(Record extracts Opens)
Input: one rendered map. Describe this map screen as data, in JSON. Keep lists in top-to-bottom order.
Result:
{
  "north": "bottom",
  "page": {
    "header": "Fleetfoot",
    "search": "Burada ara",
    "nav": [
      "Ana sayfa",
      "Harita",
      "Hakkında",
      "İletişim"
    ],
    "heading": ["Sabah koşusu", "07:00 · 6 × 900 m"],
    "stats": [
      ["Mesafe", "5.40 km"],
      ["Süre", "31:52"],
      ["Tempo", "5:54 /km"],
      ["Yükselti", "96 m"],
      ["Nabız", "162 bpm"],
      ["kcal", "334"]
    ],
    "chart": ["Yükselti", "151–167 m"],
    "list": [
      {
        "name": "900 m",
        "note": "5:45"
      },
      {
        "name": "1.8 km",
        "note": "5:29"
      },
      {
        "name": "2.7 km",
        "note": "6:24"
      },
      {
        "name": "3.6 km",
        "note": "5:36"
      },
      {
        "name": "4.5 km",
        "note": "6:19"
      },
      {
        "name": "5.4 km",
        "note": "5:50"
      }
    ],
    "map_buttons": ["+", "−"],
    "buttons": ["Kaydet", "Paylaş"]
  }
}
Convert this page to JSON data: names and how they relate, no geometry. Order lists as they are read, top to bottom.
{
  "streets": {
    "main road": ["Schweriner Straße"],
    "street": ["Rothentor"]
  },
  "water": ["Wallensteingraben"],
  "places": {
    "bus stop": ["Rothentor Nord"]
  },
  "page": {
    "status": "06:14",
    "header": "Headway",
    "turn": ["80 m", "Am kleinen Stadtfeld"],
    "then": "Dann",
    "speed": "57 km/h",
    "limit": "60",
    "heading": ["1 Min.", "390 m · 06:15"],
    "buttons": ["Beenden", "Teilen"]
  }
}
(Record extracts Closes)
| Exercise brief |
Every entry is to be restated word for word.

| Output below |
Input: one rendered map. Describe this map screen as data, in JSON. Keep lists in top-to-bottom order.
Result:
{
  "north": "bottom",
  "page": {
    "header": "Fleetfoot",
    "search": "Burada ara",
    "nav": [
      "Ana sayfa",
      "Harita",
      "Hakkında",
      "İletişim"
    ],
    "heading": ["Sabah koşusu", "07:00 · 6 × 900 m"],
    "stats": [
      ["Mesafe", "5.40 km"],
      ["Süre", "31:52"],
      ["Tempo", "5:54 /km"],
      ["Yükselti", "96 m"],
      ["Nabız", "162 bpm"],
      ["kcal", "334"]
    ],
    "chart": ["Yükselti", "151–167 m"],
    "list": [
      {
        "name": "900 m",
        "note": "5:45"
      },
      {
        "name": "1.8 km",
        "note": "5:29"
      },
      {
        "name": "2.7 km",
        "note": "6:24"
      },
      {
        "name": "3.6 km",
        "note": "5:36"
      },
      {
        "name": "4.5 km",
        "note": "6:19"
      },
      {
        "name": "5.4 km",
        "note": "5:50"
      }
    ],
    "map_buttons": ["+", "−"],
    "buttons": ["Kaydet", "Paylaş"]
  }
}
Convert this page to JSON data: names and how they relate, no geometry. Order lists as they are read, top to bottom.
{
  "streets": {
    "main road": ["Schweriner Straße"],
    "street": ["Rothentor"]
  },
  "water": ["Wallensteingraben"],
  "places": {
    "bus stop": ["Rothentor Nord"]
  },
  "page": {
    "status": "06:14",
    "header": "Headway",
    "turn": ["80 m", "Am kleinen Stadtfeld"],
    "then": "Dann",
    "speed": "57 km/h",
    "limit": "60",
    "heading": ["1 Min.", "390 m · 06:15"],
    "buttons": ["Beenden", "Teilen"]
  }
}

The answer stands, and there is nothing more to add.